Statistics vs the Internet, part 2

Bayesian filtering is a wonderful thing. Early spam filtering used a hard-coded list of spam phrases and features, which worked fine as long as the spammers didn't know about said list. In 2002, Paul Graham proposed using statistics rather than human-originated lists to fight spam, and chances are these days that your ISP and/or your mail client uses Bayesian spam filtering to trap spam. When you train Apple's Mail client to look for spam, this is what it's doing: building up a list of words and phrases that occur in spam messages, and words and phrases that occur in genuine mail that you want to read, and slowly building up a huge corpus of words and associated scores, so eventually it can look at an incoming email, total up the score of each individual word, and decide whether it's likely to be spam or not. When spammers start writing spams a bit differently the first few will slip through the filter, but as you train it with the new spams, any further spams of a similar ilk will get caught.
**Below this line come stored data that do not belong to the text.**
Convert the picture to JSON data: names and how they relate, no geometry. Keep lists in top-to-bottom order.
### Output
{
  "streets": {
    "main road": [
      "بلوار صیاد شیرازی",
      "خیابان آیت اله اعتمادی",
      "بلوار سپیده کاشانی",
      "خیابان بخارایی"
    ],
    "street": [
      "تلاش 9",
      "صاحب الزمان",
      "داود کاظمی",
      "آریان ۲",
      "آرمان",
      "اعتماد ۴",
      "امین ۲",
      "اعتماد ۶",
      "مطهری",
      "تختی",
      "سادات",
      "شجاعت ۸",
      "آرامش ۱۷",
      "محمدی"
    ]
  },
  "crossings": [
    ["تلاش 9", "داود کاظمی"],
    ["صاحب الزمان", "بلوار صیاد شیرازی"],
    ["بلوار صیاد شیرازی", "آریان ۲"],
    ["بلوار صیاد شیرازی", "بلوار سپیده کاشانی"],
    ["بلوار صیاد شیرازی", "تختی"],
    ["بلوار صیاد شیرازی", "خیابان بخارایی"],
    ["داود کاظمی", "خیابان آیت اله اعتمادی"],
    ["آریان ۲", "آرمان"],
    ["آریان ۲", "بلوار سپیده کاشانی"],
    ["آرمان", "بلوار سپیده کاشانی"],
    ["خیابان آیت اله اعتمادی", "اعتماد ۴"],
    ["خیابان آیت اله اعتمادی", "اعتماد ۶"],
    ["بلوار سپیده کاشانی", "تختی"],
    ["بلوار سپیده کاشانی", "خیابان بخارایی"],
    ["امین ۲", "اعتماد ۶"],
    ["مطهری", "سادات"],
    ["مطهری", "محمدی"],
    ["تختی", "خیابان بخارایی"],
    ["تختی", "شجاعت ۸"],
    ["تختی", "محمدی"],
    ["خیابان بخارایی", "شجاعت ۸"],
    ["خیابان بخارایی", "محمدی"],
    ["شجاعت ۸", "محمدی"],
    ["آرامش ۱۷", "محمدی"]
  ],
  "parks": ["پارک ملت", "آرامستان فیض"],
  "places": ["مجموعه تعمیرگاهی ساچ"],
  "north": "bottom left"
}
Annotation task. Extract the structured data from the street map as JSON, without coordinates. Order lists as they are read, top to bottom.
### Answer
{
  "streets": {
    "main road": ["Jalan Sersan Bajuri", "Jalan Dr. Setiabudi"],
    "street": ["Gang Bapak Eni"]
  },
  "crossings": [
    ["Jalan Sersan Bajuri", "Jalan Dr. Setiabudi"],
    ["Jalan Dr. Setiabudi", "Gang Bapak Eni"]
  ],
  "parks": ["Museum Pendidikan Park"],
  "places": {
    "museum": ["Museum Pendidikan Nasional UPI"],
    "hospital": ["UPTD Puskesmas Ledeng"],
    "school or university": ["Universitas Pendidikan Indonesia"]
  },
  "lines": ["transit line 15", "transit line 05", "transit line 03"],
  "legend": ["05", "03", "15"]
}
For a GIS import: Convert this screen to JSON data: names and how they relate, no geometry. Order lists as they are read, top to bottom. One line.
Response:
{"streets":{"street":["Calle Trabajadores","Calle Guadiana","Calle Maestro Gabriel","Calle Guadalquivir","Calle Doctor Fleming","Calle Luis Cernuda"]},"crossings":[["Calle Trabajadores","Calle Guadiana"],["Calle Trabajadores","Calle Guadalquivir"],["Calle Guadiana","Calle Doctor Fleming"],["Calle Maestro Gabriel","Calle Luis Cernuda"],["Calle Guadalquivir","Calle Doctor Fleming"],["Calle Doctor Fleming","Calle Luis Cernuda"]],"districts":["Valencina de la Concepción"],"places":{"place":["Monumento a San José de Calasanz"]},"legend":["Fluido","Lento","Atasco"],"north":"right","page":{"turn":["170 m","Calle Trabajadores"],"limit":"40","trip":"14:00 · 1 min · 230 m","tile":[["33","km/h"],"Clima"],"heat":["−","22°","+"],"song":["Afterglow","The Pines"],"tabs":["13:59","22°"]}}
Barring the occasional blip, statistical analysis has effectively solved the spam problem. My email address has been on web pages on the Internet since about 1998 or thereabouts (so I'm on every single spammer's list), and any email to illuminated.co.uk goes straight to my inbox (so if anyone tries to send random email to xyiagr@illuminated.co.uk, I'll get it too). But because I've got a bloody good client-side spam filter, maybe 2 or 3 of the 2,000-odd spams I get every day ever gets through to my inbox.
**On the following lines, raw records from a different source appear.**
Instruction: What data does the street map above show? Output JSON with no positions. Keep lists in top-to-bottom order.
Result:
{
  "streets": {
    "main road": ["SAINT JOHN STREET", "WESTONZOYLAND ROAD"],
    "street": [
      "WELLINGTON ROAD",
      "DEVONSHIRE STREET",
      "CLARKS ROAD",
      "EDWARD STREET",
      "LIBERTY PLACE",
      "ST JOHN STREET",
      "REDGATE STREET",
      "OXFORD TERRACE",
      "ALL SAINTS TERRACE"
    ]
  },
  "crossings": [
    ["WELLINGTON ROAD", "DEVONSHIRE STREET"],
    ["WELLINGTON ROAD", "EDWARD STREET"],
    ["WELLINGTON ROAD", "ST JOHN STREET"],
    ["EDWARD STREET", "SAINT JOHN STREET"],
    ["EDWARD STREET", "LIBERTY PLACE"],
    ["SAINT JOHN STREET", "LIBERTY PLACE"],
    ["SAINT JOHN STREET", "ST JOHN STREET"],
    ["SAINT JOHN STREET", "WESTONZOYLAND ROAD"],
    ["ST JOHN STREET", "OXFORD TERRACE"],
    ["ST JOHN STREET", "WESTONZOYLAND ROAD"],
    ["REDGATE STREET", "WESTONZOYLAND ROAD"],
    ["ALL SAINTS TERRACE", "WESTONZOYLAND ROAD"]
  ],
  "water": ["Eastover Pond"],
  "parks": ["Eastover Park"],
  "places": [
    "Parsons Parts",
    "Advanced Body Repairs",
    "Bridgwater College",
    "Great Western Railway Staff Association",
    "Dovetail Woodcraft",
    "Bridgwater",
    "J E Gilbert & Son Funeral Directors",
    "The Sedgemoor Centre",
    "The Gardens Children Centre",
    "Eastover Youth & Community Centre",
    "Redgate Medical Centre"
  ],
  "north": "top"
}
So the question now becomes: if we can use statistics to effectively neutralise spam, can we apply statistics to other annoyances on the web? We already have popup-blockers and ad blockers; is there a way of streamlining the Internet experience even more?

These guys think so (via Ben Hammersley). They're trying to build up a corpus of stupidity, so eventually you'll be able to check web pages - and parts of web pages - against the stupidity corpus, and silently remove the ones that don't pass the shambling moron test.

So far, so good. What takes this beyond "fun idea, might work" and into "exceptionally brilliant" territory is the corpus they're using to train the stupid filter. They're using Youtube comments.